Inputting the image to be identified into a set neural network model; the set neural network model is trained by the following method: acquiring a neural network model for image recognition; the neural network model is a trained neural network model for image recognition, is a three-dimensional convolution neural network for processing images and comprises three-dimensional data channels, wherein the three-dimensional data channels are two-dimensional pixel points and red, green and blue data channels, and at least comprises a first branch network; adding a second branch network in the neural network model; inputting a data set to be trained into the second branch network to train the second branch network independently; the data set to be trained is an image with new characteristics, and each branch network is adapted to different application scenes; fusing the first branch network and the second branch network to complete training of the neural network model; the first branch network comprises an input layer, a first convolution module, a first pooling layer, a second convolution module, a second pooling layer, a third convolution module, a fourth convolution module, a fifth convolution module, a first global average pooling layer, a first full connection layer, a first classification network layer and a first branch network output layer which are sequentially connected; the second branch network comprises a feature selection layer, a sixth convolution module, a second global average pooling layer, a second full connection layer, a second classification network layer and a second branch network output layer which are sequentially connected; wherein the feature selection layer is connected with the fourth convolution module;

Outputting a recognition result; the identification result comprises center coordinates, sizes and classifications of objects in the image to be identified.

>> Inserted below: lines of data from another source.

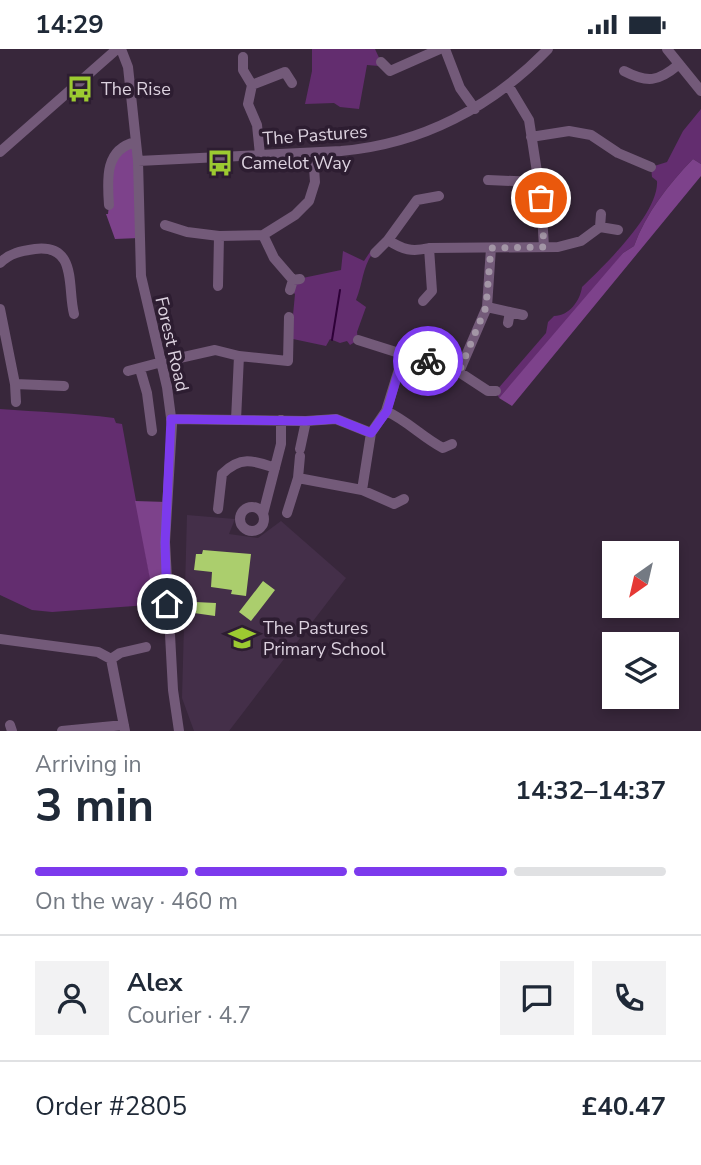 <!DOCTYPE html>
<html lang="en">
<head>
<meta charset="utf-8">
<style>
  body { margin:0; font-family:"Nunito Sans",sans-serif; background:#f2f2f3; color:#1f2937; height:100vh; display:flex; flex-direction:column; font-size:26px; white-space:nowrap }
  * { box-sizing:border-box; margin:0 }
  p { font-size:23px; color:#747a83 }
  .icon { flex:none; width:38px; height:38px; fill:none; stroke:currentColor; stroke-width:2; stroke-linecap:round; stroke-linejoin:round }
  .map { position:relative; height:682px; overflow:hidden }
  .panel { display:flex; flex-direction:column; background:#fff; flex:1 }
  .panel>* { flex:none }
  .needle { width:46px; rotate:214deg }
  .controls { position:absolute; left:602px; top:492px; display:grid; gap:14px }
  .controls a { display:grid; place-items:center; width:77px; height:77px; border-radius:0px; background:#fff; box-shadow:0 4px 10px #0003; font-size:35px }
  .pin { position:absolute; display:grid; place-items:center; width:60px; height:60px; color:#fff; margin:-30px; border:4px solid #fff; border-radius:50%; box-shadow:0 2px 7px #0007 }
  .courier { position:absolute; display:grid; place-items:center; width:70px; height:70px; margin:-35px; border:5px solid #7c3aed; border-radius:50%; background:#fff; color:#222; box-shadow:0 2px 9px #0007 }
  .summary em { font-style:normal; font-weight:700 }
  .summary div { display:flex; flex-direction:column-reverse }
  .summary { display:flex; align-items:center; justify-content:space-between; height:119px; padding:0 35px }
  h1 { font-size:46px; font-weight:700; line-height:52px }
  .bar { display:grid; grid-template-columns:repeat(4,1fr); gap:10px 7px; align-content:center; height:84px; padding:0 35px }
  .bar i { height:9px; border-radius:5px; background:#e0e1e3 }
  .bar .on { background:#7c3aed }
  .bar p { grid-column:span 4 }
  .line { display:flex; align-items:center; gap:18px; padding:0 35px; border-top:2px solid #e0e1e3 }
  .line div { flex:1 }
  .round { display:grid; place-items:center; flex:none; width:74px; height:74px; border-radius:0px; background:#f2f2f3 }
  .status { display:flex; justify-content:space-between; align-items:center; height:49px; padding:0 35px; background:#fff; direction:ltr }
  .status svg { height:19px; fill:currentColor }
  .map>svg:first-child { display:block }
  .built { fill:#442f49 }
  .green { fill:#632d6f }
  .forest { fill:#7d428b }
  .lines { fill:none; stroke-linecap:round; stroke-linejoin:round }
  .stream { stroke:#2e0138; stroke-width:2 }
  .building { fill:#abce6d }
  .minor { stroke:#735a79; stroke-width:10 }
  .done { stroke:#a396a6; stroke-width:7; stroke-dasharray:0 12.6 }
  .route { stroke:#7c3aed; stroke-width:9 }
  .labels { text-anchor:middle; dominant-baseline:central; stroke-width:7; stroke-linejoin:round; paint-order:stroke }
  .poi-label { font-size:18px; fill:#dcd2df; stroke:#2d1d31; text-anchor:start }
  .street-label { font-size:18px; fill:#dcd2df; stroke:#2d1d31 }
</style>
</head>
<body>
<div class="status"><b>14:29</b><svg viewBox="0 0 49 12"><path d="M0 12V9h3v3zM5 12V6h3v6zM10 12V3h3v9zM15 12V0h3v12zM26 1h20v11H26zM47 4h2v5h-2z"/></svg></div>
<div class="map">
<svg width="701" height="682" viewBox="0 0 701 682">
  <rect width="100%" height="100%" fill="#38273b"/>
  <path class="built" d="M187,466L235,470L229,485L258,489L281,472L346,529L229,682H194L182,649Z"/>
  <path class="green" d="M312,0H375L381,13L379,17L367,16L359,60L340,58L334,54L305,55L312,22Z
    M701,60V115L693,110C668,136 646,164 634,197L623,204L593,243L499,349L496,342L546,284L548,273L554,267C569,267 580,252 582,238C604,217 659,164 657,132L652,128L651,118L667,113L683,82Z
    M343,202L364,212L370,203L372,205C362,220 363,234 356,251L366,258L357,283L358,291L350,296L347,292L340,294L330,290L326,297L293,290L289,268L293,266L295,245L290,241L293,231L341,221Z
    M0,360C38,363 76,364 114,369L116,374L122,375L153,545L162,555L52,563L32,561L0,546Z"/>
  <path class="forest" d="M136,93L139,189L115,190L106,165H108L115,103Z
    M693,110L701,115V127L512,357L499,349L623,204L634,197C646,164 668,136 693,110Z
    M135,452L167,453V555H162L153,546Z"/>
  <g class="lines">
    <path class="stream" d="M332,291L340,241"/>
  </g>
  <path class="building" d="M203,501L251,505L246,547L231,545L232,541L211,538L212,523L194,521L196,505H202Z
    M263,532L275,541L251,572L239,563Z
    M195,553L216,554L215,567L194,564Z"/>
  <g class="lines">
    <path class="minor" d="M121,0L128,18L138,112L141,227L167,338L172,376L165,493L173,641L179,682
      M445,0L460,39L475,60
      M667,0L701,42
      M243,8V21L252,36L248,55L257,76L260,106
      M381,13L390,22L440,0
      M624,22C647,34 658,33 678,16
      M252,36L285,23L292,34
      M508,36L529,71L541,149L544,198
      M531,88L569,82L591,86L618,104L651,118
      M0,103L117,0
      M138,112L341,102C422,95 492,58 548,0
      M488,131L538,133
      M439,147L417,151L388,191C403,201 412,203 429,199L558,198L581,192L600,178L618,181
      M109,156C107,129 105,100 136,93
      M165,176L187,183L219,187L263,186L295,166L309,152L315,133L313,104
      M600,178L601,165
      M263,186L274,209L293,231L300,230
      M375,204L388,191
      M0,214C10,204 21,202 35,200C78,195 67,238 74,265
      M218,237L219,187
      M290,241L293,231
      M423,252L432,242L429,199
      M487,258L523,266
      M0,260L15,335L64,337
      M508,274L510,263
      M358,291L459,323L488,342H496
      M239,307L288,312L289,268
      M175,310L215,301L239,307L236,371
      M140,320L147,344L152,382
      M128,322L162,313
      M459,323L487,258L491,199
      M15,335L16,353
      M386,362C408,372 422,388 443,399L452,395
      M171,370L306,372L336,370L371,384
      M300,400L306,372
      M298,429L362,441L394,455
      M362,441L371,384L386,362L404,304
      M394,455L404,450
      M240 470a12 12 0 1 1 24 0a12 12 0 1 1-24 0Z
      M218,460L222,425C240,407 253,411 275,419
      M287,464L298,429L300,407
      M263,465L281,395V371
      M0,590L98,603L111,610L125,682
      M111,610L120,604L146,598
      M10,676L12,682
      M62,682L124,676"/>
  </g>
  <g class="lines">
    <path class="done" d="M428,312L459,323L486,258L491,199L544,198L541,149"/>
    <path class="route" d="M167,555L165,494L171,370L306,372L336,370L371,384L387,362L404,304L428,312"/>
  </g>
  <defs>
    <g id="bus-bare" transform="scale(2.1)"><path d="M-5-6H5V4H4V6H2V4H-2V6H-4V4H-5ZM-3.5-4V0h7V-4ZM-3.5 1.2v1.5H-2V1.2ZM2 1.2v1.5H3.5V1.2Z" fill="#9cca31" stroke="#2d1d31" stroke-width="2.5" paint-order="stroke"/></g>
    <g id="school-bare" transform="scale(2.1)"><path d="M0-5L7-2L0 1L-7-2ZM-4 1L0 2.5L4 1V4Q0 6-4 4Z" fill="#9cca31" stroke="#2d1d31" stroke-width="2.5" paint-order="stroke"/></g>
  </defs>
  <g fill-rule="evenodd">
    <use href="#bus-bare" x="80" y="40"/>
    <use href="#bus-bare" x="220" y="114"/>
    <use href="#school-bare" x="242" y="589"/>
  </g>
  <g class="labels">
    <g class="poi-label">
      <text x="101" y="40">The Rise</text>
      <text x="241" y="114">Camelot Way</text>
      <text x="263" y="579">The Pastures<tspan x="263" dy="21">Primary School</tspan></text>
    </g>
    <g class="street-label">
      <text transform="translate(315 86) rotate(-4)">The Pastures</text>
      <text transform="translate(172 295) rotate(77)">Forest Road</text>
    </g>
  </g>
</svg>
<div class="controls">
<a><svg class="needle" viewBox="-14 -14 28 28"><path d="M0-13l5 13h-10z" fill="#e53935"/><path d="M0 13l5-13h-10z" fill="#747a83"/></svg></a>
<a><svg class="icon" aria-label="layers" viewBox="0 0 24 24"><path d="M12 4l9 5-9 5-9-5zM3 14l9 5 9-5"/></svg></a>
</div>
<div class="pin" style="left:541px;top:149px;background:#ea580c"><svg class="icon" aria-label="bag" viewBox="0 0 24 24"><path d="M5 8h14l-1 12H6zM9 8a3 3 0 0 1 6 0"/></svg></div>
<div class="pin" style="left:167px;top:555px;background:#1f2937"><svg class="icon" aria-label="home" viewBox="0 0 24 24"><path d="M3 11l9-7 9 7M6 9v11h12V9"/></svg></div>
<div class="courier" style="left:428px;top:312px"><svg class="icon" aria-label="bike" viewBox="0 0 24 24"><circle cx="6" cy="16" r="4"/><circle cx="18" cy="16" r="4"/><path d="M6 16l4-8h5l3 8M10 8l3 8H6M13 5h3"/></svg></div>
</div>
<section class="panel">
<div class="summary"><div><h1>3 min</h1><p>Arriving in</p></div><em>14:32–14:37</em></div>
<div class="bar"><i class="on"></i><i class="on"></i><i class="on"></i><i></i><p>On the way · 460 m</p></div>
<div class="line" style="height:126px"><a class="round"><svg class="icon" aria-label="person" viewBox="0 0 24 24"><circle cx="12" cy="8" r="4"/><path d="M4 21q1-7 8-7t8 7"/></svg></a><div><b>Alex</b><p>Courier · 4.7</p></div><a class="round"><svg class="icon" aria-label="chat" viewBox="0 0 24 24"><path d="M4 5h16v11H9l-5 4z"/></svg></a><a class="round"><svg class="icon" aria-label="phone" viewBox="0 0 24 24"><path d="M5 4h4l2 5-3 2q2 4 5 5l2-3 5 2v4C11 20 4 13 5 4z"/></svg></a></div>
<div class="line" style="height:91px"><div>Order #2805</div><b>£40.47</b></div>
</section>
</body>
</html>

2. The method of claim 1, wherein the step of determining the position of the substrate comprises,

The network model further includes:

the fusion layer is connected with the first branch network output layer and the second branch network output layer;

and fusing the output layers.

3. The method of claim 1, wherein the step of determining the position of the substrate comprises,

The inputting the data set to be trained into the second branch network to train the second branch network independently includes:

Acquiring a data set to be trained;

performing data enhancement processing on the data set to be trained;

And inputting the data set to be trained after the data enhancement processing to the second branch network, and independently training the second branch network.

4. The method of claim 3, wherein the step of,

The data set to be trained after the data enhancement processing is input to the second branch network, and the second branch network is independently trained, including:

Setting convolution initialization parameters of the second branch network;

and fixing parameters of a plurality of convolution modules of the first branch network, inputting the data set to be trained after data enhancement processing to the second branch network, and independently training the second branch network.

5. An image recognition device, characterized in that the image recognition device comprises a processor and a memory connected to the processor, the memory being for storing program data, the processor being for executing the program data for implementing the method according to any of claims 1-4.

6. A computer storage medium, characterized in that the computer storage medium has stored therein program data, which, when being executed by a processor, is adapted to carry out the method according to any one of claims 1-4.